Bibs is a force of nature. Bright, quick, clever, verbal, beautiful, opinionated, stubborn, determined, and adorable. Here she is having one of her regular tea parties with Dolly. The tea set is all gingham (bought by Bob at the Country Living Fair here in London last spring, but when opened in Hingham discovered to be from Tiverton, Rhode Island), and little Lady Bibs likes nothing better than to set up and pour tea for Dolly. By the way, the furniture is second generation: table is one of two bought for Megan and Susan when Susan was Bib's age; chairs from a yard sale at our church in East Brunswick, New Jersey! Bibs has an active life. She is a Montessori student, four mornings a week, and loves going to school. On the extra weekday, she participates in a play group that has been meeting since birth. The baby boomlet of two year olds gives her lots of playmates in the neighbourhood and at local playgrounds in the afternoons. She has become enamoured with ballet since Megan showed her clips of a video of The Nutcracker. She like nothing better than putting on her dancing dress —the blue dress to the right of the chair in the photo below — and emulating the pictures in a ballet book Megan has from the library. Perhaps all little girls like ballet, but Bibs' paternal grandmother danced with the Royal Ballet here, so perhaps she has the right stuff too. One milestone passed in November when Megan took Bibs to her first theatre performance of a singing and dancing version of Alice in Wonderland by the Sixth Graders at Derby Academy. Megan said she was riveted and glared at the other two year olds who made noise.
Bob arrived a week after I did, so our baby sitting needs were met since Bob loves nothing more than getting down on the floor to play with babies or sitting reading a book with toddlers. We had a very quiet visit. The children are of an age when they are not easy to take out to many places. Shopping is boring; meals need to be quick. The daily schedule —morning school for Bibs and a nap for Bobs, afternoon naps for both, dinner at 5:30 — tends to chop the days into small segments. The generally bad weather cancelled some of the outdoor excursions we had planned. When I arrived, Megan presented me with a classy knitting project: Knit Picks Holiday Ornament Kit and said I want these for a children's Christmas tree. So I spent spare time knitting a string of lights!
Bibs chose the sweater ornament design; Megan really wanted the pickle. I am still working on the popcorn and cranberry string. This kit is a terrific bargain and loads of fun to knit although circular knitting on dp needles with 3-4-6-8 stitches is a bit tricky. I don't think the company ships to the UK, but the website lets you download some of these patterns free. And the excellent lump of coal is not in the booklet and must be downloaded. Megan—in one of those motherhood is not a blissful time moments—decided she would award the lump annually to the child who was not getting any gifts because the naughty outweighed the nice.
We visited with our Hingham friends for a delicious homemade chili dinner at the Macmillans, but everyone was heading off for Thanksgiving visits so there was not much time to knit and dish.

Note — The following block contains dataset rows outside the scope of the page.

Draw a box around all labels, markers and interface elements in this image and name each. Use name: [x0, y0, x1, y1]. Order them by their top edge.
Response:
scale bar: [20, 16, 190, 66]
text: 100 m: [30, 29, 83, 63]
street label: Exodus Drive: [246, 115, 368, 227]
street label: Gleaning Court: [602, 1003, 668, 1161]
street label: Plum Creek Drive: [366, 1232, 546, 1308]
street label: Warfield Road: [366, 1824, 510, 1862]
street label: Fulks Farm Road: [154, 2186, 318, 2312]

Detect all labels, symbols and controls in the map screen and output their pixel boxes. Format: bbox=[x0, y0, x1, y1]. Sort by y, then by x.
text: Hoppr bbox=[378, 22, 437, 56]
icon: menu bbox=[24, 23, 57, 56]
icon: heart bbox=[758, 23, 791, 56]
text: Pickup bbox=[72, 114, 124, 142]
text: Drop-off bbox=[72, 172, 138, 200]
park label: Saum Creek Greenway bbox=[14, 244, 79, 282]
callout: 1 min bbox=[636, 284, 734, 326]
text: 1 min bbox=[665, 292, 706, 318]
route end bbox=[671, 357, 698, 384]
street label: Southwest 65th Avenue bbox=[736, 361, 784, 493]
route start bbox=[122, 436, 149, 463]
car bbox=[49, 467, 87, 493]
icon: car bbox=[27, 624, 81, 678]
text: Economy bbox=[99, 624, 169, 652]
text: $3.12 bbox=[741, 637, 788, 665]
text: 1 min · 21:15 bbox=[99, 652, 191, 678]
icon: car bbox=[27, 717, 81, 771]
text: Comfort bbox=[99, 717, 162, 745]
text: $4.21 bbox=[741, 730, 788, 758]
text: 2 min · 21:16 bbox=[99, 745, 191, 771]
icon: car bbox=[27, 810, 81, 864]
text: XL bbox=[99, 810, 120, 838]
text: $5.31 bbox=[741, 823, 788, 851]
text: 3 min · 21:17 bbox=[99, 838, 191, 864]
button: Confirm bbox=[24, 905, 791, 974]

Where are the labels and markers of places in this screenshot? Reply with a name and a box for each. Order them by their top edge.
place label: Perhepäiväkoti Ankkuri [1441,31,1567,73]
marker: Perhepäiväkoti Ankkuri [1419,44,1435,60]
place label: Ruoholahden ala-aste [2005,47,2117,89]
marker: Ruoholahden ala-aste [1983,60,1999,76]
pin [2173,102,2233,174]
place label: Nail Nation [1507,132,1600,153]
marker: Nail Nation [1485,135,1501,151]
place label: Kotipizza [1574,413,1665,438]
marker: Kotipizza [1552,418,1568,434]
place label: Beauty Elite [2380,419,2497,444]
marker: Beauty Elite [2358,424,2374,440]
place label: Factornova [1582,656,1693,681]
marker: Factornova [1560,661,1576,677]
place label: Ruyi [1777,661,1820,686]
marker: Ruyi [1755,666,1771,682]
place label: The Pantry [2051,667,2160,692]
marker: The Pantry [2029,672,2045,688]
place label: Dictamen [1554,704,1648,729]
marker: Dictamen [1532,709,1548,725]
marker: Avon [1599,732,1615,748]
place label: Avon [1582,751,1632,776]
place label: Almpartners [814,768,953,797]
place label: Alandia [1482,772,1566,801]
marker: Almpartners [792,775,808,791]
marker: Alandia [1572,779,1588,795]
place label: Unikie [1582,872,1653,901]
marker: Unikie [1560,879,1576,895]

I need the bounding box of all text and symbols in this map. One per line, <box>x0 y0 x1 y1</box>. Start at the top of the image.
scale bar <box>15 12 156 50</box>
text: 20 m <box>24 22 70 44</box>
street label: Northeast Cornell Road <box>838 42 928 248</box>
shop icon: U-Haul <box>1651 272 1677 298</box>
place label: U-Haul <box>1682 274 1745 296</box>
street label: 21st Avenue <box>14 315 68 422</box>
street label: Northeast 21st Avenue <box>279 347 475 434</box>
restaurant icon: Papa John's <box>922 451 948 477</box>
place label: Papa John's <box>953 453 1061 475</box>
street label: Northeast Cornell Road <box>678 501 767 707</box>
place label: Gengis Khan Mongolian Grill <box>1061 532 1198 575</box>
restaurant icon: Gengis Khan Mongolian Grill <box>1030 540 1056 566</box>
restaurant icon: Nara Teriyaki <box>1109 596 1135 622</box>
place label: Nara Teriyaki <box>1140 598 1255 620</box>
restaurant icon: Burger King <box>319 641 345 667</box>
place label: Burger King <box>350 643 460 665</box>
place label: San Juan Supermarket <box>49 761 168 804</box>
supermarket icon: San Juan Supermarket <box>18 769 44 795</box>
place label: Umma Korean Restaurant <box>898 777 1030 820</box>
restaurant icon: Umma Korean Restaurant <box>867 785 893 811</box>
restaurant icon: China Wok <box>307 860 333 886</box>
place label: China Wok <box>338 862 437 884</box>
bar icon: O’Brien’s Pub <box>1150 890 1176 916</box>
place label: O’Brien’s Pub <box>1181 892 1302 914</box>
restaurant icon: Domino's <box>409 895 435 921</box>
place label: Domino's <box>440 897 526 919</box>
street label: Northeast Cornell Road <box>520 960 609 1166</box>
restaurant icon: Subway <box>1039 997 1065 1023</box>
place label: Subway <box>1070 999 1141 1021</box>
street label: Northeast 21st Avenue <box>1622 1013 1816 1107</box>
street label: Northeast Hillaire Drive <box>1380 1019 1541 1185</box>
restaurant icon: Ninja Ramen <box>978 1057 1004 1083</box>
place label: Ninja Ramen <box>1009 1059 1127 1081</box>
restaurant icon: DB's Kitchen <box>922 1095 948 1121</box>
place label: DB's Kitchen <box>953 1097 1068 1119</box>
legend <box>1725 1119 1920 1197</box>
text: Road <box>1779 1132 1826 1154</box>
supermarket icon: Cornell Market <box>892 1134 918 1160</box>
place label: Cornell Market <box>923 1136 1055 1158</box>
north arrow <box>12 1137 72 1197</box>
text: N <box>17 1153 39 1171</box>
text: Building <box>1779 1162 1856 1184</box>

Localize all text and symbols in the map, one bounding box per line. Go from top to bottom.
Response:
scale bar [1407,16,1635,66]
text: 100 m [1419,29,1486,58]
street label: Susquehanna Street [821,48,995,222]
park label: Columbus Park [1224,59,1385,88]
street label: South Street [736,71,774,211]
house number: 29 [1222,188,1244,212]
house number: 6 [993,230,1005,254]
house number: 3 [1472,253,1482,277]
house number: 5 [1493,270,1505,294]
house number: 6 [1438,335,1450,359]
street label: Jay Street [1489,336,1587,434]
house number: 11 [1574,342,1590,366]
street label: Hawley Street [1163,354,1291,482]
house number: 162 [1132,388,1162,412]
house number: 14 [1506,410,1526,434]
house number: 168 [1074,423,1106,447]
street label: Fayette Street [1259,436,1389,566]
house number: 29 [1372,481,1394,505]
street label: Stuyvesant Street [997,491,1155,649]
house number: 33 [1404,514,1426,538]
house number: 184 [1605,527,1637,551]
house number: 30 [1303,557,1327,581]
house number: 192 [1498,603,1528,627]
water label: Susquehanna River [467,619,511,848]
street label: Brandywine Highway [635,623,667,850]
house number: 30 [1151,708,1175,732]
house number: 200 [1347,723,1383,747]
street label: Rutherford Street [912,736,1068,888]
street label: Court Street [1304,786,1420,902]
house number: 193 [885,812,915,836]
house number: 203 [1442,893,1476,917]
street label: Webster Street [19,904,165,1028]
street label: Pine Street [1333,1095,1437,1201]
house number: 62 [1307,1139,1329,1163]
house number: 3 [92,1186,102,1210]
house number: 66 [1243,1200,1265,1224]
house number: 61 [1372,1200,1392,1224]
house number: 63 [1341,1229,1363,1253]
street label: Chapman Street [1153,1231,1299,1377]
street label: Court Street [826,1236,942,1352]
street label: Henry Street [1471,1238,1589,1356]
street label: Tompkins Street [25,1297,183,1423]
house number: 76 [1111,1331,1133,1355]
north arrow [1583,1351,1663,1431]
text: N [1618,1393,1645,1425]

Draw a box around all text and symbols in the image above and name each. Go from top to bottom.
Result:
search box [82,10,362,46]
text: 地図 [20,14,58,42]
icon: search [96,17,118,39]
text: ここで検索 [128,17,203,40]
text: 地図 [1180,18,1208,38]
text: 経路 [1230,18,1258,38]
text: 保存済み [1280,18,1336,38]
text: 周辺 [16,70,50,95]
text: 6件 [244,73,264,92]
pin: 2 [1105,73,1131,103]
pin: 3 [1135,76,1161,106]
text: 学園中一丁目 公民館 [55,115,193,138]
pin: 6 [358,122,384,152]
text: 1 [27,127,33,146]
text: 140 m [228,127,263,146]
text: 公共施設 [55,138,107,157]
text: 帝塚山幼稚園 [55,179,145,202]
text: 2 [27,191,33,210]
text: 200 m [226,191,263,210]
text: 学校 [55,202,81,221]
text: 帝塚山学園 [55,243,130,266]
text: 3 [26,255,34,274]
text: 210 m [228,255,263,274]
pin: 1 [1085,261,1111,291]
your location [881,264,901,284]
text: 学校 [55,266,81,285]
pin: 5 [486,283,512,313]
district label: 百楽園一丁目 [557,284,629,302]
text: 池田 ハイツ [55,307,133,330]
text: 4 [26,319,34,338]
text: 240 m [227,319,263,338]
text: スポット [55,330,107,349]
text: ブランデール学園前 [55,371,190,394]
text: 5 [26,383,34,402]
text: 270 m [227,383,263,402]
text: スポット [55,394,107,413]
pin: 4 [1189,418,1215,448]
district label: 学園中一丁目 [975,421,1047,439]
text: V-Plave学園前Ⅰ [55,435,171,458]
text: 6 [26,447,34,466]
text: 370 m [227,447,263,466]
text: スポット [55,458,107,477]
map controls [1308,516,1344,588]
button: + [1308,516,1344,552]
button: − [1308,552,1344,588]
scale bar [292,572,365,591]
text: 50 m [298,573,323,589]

We visited with our Hingham friends for a delicious homemade chili dinner at the Macmillans, but everyone was heading off for Thanksgiving visits so there was not much time to knit and dish.
We did embark on a wonderful three day road trip to New York and New Jersey.
Here I am relegated to the back of the minivan with Megan, but we didn't mind because we were on our way to Purl, the craft world's trendiest knitting and quilting shop. We had both been to Purl Knitting, but never to the newer fabric shop, both on Sullivan Street in Soho. Yes, we were taking the minivan into Manhattan. An internet search turned up the Peanut Butter & Co restaurant's website, which listed local parking garages, also conveniently on Sullivan Street (Noho, however).
Megan's prediction the restaurant would be empty since every child in Manhattan is allergic to Peanut Butter turned out to be true. Here we are enjoying our Fluffernutter sandwiches — okay, Barnz is eating the bacon and PB, since Fluff is not part of an English childhood — but for all you New Yorkers, YES, that is a Vanilla Egg Cream in the photo!! So far things were working perfectly, but the rain forecast for the evening moved in 12 hours early, so the directions for the menfolk to take the stroller —without the forgotten rain cover — to the local celebrity-filled playgrounds (everyone lives in the Village, Noho and Soho, of course) was not going to work to plan. Megan and I were so close to our goal, we decided not to care, and let the ex-NYer grandfather use his imagination for the hour we needed. (Answer: the NYU bookstore.)
The Purl Fabric store is just as tiny as Purl Knitting, but the concentration of wonderful fabric was enough to keep us happy for an hour. Megan bought Japanese prints for children's clothes. I have nearly stopped buying fabric these days, but I did buy some wool felt packs, one Japanese cotton, and small pieces of a some solids for a quilt for Bibs' bed to see if I can get the room's unusual colour right.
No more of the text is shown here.